Enough duck hunters exist to support a sizable industry based on supplying them with guns, decoys, dogs, guides and private hunting grounds. But the future of the duck hunting business may be less rosy than the present. The current duck abundance will only last as long as the wet conditions on the nesting grounds. When the drought returns, duck numbers will begin an inevitable decline. If federal farm policies continue encouraging habitat destruction, duck numbers are unlikely to recover to present levels.
Does this mean the end of duck hunting as we know it? Maybe not, but most of the older hunters who I know would say duck hunting as they knew it is already gone. More likely we are at the beginning of a long decline in duck numbers. Twenty years from now, today’s hunters may look back wistfully at 2012 and say, “Remember when?”
For nearly a century, ducks have been the focus of international conservation efforts.

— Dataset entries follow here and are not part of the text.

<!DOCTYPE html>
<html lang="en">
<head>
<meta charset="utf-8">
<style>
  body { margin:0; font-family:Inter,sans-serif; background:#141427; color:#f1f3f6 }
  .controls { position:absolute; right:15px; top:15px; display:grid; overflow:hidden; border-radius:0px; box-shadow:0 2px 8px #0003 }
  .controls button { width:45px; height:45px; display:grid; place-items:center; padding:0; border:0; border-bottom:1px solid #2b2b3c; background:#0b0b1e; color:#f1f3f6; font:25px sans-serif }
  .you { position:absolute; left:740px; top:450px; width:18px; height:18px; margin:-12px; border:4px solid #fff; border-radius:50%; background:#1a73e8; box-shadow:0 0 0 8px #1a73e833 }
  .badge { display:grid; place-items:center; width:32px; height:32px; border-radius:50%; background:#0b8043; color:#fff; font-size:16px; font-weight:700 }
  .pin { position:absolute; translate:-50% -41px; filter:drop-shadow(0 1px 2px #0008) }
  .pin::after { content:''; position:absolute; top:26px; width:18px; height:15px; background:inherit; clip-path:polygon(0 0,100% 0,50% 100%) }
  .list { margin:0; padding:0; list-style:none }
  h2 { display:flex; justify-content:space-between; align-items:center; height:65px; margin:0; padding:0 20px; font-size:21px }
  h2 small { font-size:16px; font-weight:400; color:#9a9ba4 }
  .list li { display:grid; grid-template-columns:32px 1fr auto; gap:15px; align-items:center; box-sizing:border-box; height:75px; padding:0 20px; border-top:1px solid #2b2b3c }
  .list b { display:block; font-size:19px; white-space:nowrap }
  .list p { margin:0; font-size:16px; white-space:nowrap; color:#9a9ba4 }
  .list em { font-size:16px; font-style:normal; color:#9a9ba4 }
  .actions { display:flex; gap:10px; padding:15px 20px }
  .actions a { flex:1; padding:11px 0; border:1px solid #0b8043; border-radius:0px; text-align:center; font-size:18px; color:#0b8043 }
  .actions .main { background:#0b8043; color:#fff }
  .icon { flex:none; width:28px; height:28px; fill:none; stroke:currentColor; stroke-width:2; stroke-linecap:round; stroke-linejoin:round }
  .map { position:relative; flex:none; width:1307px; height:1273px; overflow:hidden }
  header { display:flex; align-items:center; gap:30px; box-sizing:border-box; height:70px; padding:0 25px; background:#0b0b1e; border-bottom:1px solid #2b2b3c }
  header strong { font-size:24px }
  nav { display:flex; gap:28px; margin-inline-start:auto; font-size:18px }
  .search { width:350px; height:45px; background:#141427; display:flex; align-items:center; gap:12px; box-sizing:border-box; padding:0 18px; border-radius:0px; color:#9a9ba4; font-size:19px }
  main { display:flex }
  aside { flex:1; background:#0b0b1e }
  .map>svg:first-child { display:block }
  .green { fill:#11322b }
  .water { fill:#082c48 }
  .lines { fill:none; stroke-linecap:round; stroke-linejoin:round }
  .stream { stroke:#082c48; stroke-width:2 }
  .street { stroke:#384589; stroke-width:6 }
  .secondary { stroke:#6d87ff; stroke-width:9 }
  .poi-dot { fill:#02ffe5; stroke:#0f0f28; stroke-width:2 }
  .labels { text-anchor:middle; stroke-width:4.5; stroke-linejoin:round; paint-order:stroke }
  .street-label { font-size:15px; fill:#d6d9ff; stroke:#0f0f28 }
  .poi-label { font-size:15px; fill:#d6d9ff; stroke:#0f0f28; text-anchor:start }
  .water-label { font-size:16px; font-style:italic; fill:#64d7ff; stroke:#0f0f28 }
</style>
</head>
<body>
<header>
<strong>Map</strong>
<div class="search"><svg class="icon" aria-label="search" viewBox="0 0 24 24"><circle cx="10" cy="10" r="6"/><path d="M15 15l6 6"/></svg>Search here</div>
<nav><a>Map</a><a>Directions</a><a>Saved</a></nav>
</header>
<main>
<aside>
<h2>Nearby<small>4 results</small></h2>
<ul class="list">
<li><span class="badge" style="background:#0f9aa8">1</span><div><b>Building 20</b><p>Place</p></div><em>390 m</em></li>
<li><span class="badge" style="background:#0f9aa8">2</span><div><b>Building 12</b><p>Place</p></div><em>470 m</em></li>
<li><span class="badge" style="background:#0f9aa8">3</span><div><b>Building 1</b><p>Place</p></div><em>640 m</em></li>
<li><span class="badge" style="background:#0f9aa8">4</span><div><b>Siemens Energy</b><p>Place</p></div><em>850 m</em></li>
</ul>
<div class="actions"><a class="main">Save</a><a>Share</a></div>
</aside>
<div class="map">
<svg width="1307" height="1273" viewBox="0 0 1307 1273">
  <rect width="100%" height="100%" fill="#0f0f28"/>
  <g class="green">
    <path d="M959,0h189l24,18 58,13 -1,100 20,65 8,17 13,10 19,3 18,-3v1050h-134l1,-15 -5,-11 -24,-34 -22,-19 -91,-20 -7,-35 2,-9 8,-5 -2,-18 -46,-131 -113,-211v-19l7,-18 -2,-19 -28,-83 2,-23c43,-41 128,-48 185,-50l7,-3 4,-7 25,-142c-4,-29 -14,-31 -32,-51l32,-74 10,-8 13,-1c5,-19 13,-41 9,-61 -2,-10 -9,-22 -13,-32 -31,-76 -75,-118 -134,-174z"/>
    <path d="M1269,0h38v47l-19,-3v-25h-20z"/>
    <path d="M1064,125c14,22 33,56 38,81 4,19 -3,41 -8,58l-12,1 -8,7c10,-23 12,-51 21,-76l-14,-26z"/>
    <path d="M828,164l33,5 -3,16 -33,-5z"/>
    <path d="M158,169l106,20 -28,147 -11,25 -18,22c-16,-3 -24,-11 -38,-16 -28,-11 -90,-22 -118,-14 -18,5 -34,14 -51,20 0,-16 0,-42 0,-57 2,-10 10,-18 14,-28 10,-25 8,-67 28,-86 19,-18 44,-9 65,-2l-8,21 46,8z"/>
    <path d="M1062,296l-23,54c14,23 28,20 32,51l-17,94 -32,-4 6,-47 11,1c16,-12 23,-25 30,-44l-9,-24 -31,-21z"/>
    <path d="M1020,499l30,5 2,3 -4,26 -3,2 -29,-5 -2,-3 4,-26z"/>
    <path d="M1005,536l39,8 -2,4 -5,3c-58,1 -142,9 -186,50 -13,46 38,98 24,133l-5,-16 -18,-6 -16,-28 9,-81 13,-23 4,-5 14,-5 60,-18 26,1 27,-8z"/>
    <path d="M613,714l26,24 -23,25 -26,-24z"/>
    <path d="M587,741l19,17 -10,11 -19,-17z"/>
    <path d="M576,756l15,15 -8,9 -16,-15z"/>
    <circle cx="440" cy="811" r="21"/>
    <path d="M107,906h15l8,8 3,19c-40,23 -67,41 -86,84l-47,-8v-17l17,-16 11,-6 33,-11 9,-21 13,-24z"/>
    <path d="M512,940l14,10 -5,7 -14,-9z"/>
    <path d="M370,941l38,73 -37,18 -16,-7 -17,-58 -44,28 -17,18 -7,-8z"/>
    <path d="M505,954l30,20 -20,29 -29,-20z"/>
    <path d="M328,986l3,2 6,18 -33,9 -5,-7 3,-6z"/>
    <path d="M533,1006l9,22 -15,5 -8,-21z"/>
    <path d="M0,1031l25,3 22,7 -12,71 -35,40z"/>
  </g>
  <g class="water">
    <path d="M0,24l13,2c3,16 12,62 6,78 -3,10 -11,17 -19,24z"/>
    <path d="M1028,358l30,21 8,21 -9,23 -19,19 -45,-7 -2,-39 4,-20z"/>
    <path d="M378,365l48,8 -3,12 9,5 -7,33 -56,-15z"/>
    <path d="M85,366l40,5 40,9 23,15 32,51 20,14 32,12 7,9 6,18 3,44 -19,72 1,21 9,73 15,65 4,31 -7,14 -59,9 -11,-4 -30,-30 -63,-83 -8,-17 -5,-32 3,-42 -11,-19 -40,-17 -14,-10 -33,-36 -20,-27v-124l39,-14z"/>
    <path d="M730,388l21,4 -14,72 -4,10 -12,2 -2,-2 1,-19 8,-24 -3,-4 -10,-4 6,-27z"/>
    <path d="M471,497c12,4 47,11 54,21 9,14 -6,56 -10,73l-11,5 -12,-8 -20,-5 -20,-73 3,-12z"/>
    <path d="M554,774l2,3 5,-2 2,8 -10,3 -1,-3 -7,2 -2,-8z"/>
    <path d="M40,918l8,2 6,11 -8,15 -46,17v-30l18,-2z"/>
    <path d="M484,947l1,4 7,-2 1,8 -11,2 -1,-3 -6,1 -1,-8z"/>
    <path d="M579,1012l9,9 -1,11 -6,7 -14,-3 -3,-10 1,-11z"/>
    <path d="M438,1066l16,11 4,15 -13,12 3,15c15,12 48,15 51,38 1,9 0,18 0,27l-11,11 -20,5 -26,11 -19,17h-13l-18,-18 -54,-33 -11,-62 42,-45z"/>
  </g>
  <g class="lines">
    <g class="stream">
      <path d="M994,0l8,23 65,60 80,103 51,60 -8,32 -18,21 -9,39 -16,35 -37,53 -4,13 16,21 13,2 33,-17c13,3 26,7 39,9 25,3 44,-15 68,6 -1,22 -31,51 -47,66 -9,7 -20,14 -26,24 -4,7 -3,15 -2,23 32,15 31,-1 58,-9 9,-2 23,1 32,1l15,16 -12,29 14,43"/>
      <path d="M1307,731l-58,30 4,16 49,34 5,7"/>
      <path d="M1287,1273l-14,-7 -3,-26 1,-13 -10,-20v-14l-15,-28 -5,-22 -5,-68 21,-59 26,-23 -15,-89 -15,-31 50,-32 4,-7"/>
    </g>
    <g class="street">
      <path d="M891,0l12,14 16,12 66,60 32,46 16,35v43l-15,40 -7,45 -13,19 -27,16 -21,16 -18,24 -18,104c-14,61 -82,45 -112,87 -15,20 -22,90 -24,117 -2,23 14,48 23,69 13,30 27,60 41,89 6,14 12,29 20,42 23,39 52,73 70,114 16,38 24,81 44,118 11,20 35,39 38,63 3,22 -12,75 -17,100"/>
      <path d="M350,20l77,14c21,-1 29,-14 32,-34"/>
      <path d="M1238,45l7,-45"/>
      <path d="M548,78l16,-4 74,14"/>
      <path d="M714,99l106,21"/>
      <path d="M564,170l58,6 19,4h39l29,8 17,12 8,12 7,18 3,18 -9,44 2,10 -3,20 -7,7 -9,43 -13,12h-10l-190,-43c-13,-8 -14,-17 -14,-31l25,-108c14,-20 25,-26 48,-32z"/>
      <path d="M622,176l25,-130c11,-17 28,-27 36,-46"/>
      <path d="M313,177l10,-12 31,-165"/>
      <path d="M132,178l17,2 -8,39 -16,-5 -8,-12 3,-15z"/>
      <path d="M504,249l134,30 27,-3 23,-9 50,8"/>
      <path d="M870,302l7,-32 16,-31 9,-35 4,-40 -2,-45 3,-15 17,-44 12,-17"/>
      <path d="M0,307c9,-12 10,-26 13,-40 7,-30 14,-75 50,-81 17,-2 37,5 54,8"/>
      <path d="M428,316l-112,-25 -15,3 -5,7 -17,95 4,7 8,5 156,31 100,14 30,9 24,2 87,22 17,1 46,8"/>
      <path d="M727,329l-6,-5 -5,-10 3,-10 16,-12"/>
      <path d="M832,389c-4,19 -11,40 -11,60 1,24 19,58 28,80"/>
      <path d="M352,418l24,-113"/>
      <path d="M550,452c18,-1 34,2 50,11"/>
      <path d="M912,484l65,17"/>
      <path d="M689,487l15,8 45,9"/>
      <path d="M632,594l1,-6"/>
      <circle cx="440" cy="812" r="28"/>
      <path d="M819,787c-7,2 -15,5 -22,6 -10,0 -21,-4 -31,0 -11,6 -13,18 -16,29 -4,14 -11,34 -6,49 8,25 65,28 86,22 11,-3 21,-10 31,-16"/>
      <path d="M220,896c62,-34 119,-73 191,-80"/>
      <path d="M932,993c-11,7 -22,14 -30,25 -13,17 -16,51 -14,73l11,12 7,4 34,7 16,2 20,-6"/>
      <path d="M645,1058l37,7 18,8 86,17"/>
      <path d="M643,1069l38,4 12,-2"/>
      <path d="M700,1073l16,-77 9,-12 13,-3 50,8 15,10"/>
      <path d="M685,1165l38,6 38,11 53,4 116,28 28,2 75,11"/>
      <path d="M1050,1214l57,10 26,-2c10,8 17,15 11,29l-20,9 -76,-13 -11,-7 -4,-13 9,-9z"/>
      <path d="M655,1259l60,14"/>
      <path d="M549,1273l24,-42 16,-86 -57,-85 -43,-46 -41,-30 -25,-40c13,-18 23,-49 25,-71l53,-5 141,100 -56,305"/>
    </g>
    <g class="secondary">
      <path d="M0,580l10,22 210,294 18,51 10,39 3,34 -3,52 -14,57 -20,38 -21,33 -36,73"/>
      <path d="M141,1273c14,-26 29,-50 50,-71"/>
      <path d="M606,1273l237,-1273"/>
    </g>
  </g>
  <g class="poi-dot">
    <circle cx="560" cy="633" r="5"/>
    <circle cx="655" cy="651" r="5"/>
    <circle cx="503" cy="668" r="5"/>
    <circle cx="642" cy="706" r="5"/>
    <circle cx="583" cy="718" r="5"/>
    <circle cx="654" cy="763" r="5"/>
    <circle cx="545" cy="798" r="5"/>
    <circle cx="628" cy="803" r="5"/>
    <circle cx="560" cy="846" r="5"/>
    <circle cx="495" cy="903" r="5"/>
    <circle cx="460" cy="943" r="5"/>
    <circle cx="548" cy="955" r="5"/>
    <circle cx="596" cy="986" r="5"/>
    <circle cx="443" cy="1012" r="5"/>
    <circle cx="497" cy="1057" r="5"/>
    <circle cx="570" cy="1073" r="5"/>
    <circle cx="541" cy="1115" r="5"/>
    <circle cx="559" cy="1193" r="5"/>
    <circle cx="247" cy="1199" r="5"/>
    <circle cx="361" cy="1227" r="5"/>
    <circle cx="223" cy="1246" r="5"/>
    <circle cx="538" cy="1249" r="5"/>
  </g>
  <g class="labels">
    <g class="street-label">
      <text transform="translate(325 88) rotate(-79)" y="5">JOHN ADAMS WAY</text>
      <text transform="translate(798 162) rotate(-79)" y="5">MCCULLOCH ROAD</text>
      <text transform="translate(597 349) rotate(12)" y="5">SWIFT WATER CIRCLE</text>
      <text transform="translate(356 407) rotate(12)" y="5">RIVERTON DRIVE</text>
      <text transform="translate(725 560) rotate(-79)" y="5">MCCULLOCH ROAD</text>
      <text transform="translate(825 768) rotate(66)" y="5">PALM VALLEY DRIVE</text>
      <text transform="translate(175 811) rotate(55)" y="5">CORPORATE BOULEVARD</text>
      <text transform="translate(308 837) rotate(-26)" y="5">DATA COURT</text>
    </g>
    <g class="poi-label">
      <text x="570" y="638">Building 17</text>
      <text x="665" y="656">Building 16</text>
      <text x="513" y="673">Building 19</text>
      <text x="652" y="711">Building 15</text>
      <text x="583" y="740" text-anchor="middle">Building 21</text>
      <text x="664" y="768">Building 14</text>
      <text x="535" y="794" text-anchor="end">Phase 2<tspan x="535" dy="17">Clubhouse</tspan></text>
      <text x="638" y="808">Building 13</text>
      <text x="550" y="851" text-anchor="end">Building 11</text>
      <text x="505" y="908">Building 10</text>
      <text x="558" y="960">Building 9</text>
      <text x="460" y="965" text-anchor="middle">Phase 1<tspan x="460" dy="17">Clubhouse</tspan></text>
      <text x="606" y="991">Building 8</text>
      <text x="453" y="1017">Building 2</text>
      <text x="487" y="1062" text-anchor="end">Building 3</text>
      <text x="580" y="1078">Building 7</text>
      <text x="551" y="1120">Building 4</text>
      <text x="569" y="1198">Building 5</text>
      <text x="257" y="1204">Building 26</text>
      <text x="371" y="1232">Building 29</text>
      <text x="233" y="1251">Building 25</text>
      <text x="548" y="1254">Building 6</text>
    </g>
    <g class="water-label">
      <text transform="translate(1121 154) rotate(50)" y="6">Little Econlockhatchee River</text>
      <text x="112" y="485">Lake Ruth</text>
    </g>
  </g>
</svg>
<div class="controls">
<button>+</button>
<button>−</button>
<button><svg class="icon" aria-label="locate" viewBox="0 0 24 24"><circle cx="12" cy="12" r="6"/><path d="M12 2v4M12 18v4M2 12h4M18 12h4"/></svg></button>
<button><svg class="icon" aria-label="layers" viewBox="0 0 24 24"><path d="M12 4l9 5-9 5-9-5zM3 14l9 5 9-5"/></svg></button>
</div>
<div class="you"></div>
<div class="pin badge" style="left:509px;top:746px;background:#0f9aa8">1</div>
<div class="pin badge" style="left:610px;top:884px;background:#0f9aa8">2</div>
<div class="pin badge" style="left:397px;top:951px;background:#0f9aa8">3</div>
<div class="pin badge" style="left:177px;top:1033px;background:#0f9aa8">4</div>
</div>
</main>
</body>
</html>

Along the way, conservationists have accomplished much, notably the creation of public wildlife areas, the rise of conservation nonprofits such as Ducks Unlimited and raising public awareness of the importance of wetland protection. Those accomplishments didn’t come easy. Even in the best of times, conservationists are pushing a rock uphill in a market-driven world that places little value on Nature. Today, we’re pushing a bigger rock up a steeper hill. Let’s hope it doesn’t roll right over us.